─── Extracted records

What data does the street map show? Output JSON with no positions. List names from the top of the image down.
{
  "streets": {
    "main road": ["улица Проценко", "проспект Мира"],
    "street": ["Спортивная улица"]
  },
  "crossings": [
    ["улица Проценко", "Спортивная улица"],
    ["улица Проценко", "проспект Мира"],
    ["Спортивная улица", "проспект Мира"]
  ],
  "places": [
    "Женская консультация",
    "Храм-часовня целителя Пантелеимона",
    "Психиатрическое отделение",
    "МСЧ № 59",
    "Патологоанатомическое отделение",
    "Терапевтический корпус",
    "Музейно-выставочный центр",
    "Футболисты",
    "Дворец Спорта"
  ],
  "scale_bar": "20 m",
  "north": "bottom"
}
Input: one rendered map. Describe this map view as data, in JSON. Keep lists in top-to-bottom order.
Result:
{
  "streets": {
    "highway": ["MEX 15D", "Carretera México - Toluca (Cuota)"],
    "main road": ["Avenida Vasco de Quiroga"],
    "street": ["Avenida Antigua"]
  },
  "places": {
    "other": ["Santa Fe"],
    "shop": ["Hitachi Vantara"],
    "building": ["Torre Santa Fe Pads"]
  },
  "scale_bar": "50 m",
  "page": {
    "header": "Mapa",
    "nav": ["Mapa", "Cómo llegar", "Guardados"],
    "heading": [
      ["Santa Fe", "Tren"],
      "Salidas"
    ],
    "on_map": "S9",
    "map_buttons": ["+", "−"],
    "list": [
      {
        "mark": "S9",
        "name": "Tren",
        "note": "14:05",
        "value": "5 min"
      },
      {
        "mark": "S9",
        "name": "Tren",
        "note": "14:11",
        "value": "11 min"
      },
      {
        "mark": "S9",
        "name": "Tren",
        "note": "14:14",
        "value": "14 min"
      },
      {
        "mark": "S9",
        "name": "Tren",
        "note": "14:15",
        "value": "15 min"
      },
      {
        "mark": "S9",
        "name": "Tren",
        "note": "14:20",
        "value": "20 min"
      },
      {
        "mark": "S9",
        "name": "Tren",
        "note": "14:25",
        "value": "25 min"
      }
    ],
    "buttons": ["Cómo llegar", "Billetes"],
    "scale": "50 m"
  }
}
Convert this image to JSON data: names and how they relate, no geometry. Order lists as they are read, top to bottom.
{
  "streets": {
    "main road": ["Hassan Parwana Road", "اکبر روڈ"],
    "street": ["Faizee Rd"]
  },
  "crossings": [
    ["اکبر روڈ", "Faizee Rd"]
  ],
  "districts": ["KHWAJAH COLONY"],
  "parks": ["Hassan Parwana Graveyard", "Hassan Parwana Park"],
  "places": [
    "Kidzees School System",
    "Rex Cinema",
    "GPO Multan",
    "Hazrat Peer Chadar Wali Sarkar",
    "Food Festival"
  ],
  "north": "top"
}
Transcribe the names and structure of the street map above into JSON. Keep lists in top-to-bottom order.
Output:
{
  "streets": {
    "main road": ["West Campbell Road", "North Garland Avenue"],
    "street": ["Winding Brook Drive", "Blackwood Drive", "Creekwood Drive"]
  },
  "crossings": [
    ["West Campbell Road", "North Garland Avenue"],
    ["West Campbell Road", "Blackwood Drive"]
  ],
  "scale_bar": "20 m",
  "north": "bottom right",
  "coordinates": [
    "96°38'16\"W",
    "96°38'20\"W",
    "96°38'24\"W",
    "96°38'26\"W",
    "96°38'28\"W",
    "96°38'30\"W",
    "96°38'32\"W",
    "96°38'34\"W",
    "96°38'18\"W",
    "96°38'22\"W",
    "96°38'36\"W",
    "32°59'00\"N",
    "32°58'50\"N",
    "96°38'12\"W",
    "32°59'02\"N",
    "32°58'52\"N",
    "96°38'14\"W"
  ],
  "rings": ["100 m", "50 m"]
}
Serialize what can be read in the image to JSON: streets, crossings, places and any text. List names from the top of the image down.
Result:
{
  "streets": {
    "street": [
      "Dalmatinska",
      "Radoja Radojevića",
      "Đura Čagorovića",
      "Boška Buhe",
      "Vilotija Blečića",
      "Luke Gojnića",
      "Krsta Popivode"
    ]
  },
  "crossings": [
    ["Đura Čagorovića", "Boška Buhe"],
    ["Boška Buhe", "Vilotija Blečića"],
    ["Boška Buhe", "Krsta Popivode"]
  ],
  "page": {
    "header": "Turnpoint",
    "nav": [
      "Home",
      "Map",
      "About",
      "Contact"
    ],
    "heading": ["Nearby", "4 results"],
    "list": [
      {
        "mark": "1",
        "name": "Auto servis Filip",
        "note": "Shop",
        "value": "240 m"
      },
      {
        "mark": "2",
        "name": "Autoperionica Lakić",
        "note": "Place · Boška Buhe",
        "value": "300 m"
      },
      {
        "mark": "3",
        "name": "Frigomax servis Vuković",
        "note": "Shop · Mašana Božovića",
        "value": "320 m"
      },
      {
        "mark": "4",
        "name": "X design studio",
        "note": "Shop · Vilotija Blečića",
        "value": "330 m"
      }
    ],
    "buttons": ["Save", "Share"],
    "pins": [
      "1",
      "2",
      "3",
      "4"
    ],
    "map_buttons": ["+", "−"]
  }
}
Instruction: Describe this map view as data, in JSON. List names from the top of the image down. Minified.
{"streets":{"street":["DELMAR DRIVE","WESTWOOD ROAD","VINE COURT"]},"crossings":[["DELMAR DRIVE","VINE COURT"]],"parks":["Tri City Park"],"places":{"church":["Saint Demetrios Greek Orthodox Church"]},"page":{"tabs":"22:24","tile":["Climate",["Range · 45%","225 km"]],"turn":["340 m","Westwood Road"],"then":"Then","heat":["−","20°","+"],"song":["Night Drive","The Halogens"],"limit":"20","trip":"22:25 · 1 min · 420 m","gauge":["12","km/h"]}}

──────

Say how many lines of the listing above contain "Santa", with no other words.

3